One of the areas that I have been intrigued in recently is Artificial Intelligence. In this post, I will discuss one the latest and most fascinating specializations within Artificial Intelligence called Deep Learning.
What is Artificial Intelligence (AI)?
AI can be understood as the capability of a machine to imitate intelligent human behavior. The term Artificial Intelligence was first coined by McCarthy in 1956. The main purpose of Artificial Intelligence is to build intelligence into the artificial artifacts. AI techniques include a variety of search algorithms including approaches like breadth-first-search (BFS), depth-first-search (DFS), iterative deepening, and A*. Machine learning is a subfield of AI (different from search) that allow a machine to “learn” from data. Deep learning is a specific approach within machine learning that has the ability to solve problems of higher complexity both effectively and efficiently, and often outperform other machine learning techniques.
What is Machine Learning (ML)?
Before we enter the world of machine learning, we need to first question the necessity of it in the first place. Analysis of the performance on a given task can be quantified in many ways such as time complexity, accuracy, and precision. Humans have limitations with regards to these parameters for certain problem types or dimensions. For instance, while the human mind is excellent at visual pattern recognition in 2D or 3D, it fails miserably in 200D!

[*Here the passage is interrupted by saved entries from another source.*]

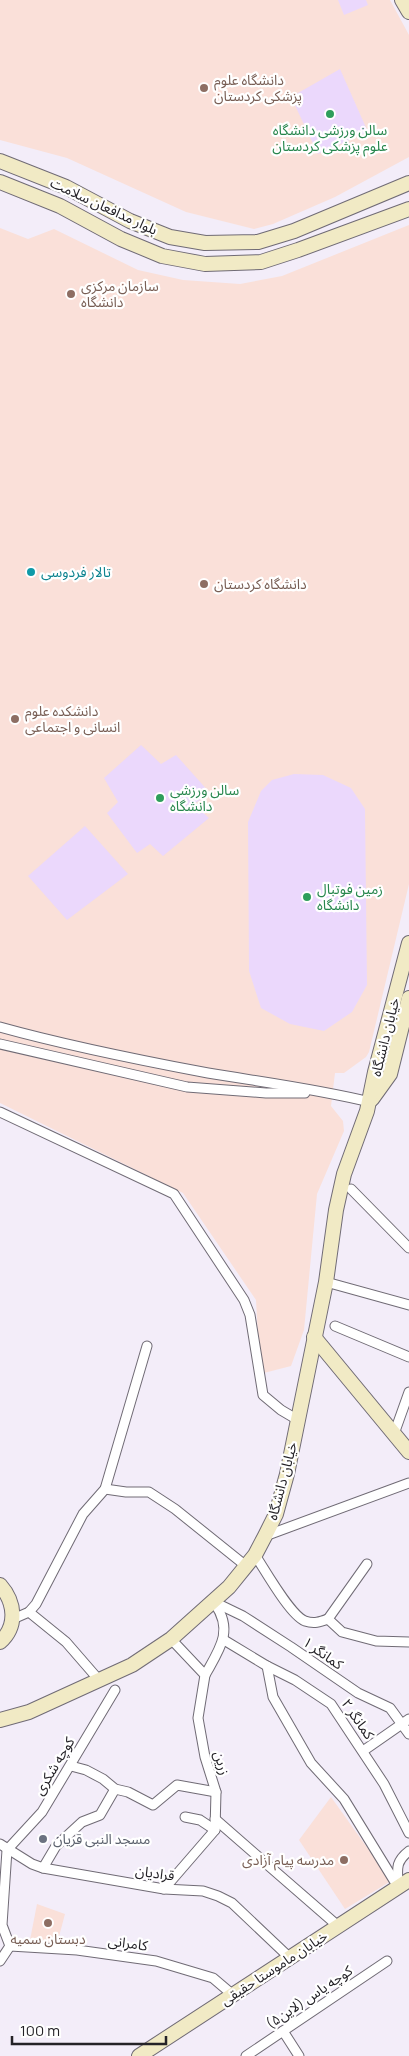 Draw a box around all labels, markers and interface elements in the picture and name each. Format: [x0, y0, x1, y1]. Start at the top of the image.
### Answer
place label: دانشگاه علوم پزشکی کردستان [214, 70, 302, 106]
marker: دانشگاه علوم پزشکی کردستان [198, 82, 210, 94]
marker: سالن ورزشی دانشگاه علوم پزشکی کردستان [324, 108, 336, 120]
place label: سالن ورزشی دانشگاه علوم پزشکی کردستان [272, 120, 388, 157]
street label: بلوار مدافعان سلامت [48, 172, 161, 239]
place label: سازمان مرکزی دانشگاه [81, 276, 159, 311]
marker: سازمان مرکزی دانشگاه [65, 288, 77, 300]
place label: تالار فردوسی [41, 562, 111, 581]
marker: تالار فردوسی [25, 566, 37, 578]
place label: دانشگاه کردستان [214, 574, 307, 593]
marker: دانشگاه کردستان [198, 578, 210, 590]
place label: دانشکده علوم انسانی و اجتماعی [25, 701, 120, 736]
marker: دانشکده علوم انسانی و اجتماعی [9, 713, 21, 725]
place label: سالن ورزشی دانشگاه [170, 780, 239, 815]
marker: سالن ورزشی دانشگاه [154, 792, 166, 804]
place label: زمین فوتبال دانشگاه [317, 879, 383, 914]
marker: زمین فوتبال دانشگاه [301, 891, 313, 903]
street label: خیابان دانشگاه [366, 996, 403, 1078]
street label: خیابان دانشگاه [262, 1440, 301, 1522]
street label: کمانگر ۱ [299, 1632, 347, 1673]
street label: کمانگر ۲ [338, 1695, 379, 1743]
street label: کوچه شکری [29, 1733, 79, 1799]
street label: زرین [210, 1749, 235, 1777]
place label: مسجد النبی قریان [53, 1829, 150, 1848]
marker: مسجد النبی قریان [37, 1833, 49, 1845]
place label: مدرسه پیام آزادی [242, 1850, 334, 1871]
marker: مدرسه پیام آزادی [338, 1854, 350, 1866]
street label: قرادیان [134, 1860, 176, 1885]
marker: دبستان سمیه [42, 1917, 54, 1929]
street label: خیابان ماموستا حقیقی [217, 1926, 331, 2009]
place label: دبستان سمیه [10, 1929, 86, 1948]
street label: کامرانی [107, 1930, 149, 1955]
street label: کوچه یاس (لاین۵) [262, 1960, 357, 2033]
scale bar [12, 2014, 166, 2046]
text: 100 m [20, 2020, 60, 2041]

A canonical definition of machine learning given by Tom Mitchell in 1997 is, “A machine or an agent is said to learn from experience with respect to some class of tasks and a performance measure P, if the learner’s performance at tasks in the class, as measured by P, improves with experience.” This learning where the performance can be improved based on experience is called inductive learning. The basis of inductive learning goes back several centuries and is only recently that we have managed to develop more quantified methods of learning that can help us solve problems.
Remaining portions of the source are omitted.